There have been few reports about the BMI of patients undergoing endoscopic inguinal lymphadenectomy. Master and associates 13 noted that there was no increased incidence of complications restricted to obese patients, who were regarded as a challenge in open surgery. In comparison with Western patients, our patients who were normal weight (mean BMI=24.7) were much thinner than those reported in the literature. 11 We also noted that there was a correlation between the BMI and operative time. The thinner the patient, the shorter the operative time.

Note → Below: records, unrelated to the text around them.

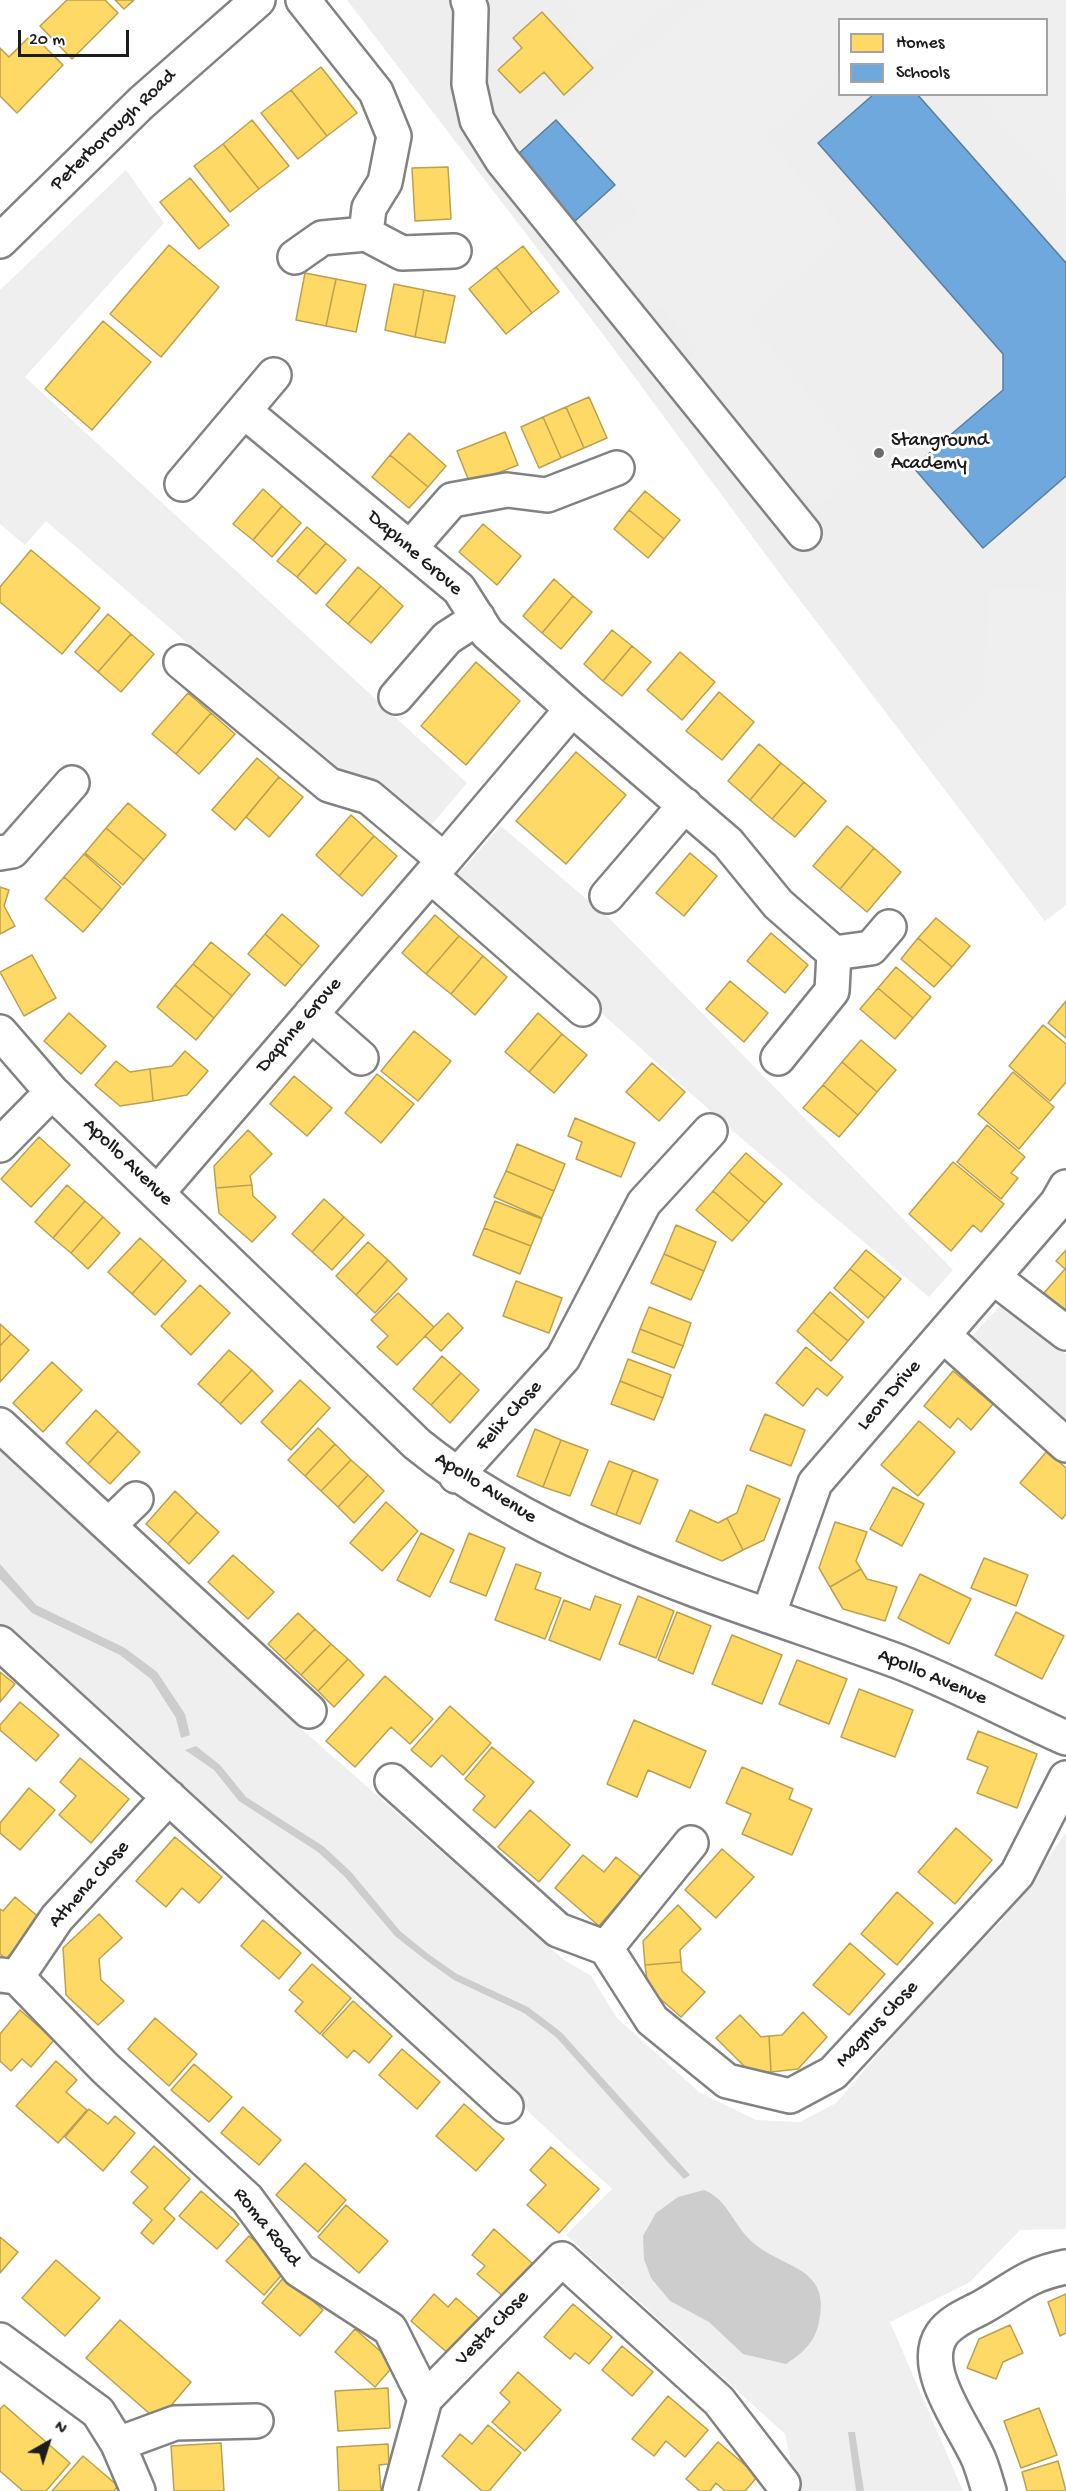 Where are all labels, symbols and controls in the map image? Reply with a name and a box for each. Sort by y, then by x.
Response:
scale bar [21,18,132,56]
legend [838,18,1048,96]
text: 20 m [29,30,65,51]
text: Homes [896,33,944,54]
text: Schools [896,63,949,84]
street label: Peterborough Road [46,65,182,197]
place label: Stanground Academy [891,430,988,477]
marker: Stanground Academy [872,446,886,460]
street label: Daphne Grove [361,506,467,602]
street label: Daphne Grove [252,973,348,1079]
street label: Apollo Avenue [77,1114,177,1212]
street label: Leon Drive [853,1356,927,1436]
street label: Felix Close [472,1376,548,1458]
street label: Apollo Avenue [429,1448,541,1530]
street label: Apollo Avenue [874,1644,990,1712]
street label: Athena Close [44,1836,136,1934]
street label: Magnus Close [831,1976,925,2074]
street label: Roma Road [227,2184,305,2272]
street label: Vesta Close [451,2286,535,2372]
north arrow [18,2413,78,2473]
text: N [50,2418,70,2439]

Because ambulatory surgery is not in current practice because of the social insurance system in our country, a hospital stay between 7 and 10 days is usual for these patients. So the hospital stay (average 10.8 days, 7–14 days) was much longer than that in published reports in the literature. 9,11,13
Conclusions
This new technique not only reduces the risk of postoperative complications because of the smaller cutaneous incisions, but also achieves the identical results of quality of lymph node dissection compared with open surgery. The oncologic results are encouraging. On the other hand, the disadvantages are the requirement of a surgical team trained in endoscopic techniques and specific surgical instruments. Moreover, long-term oncologic control has to be proven through a prospective, randomized, comparative study.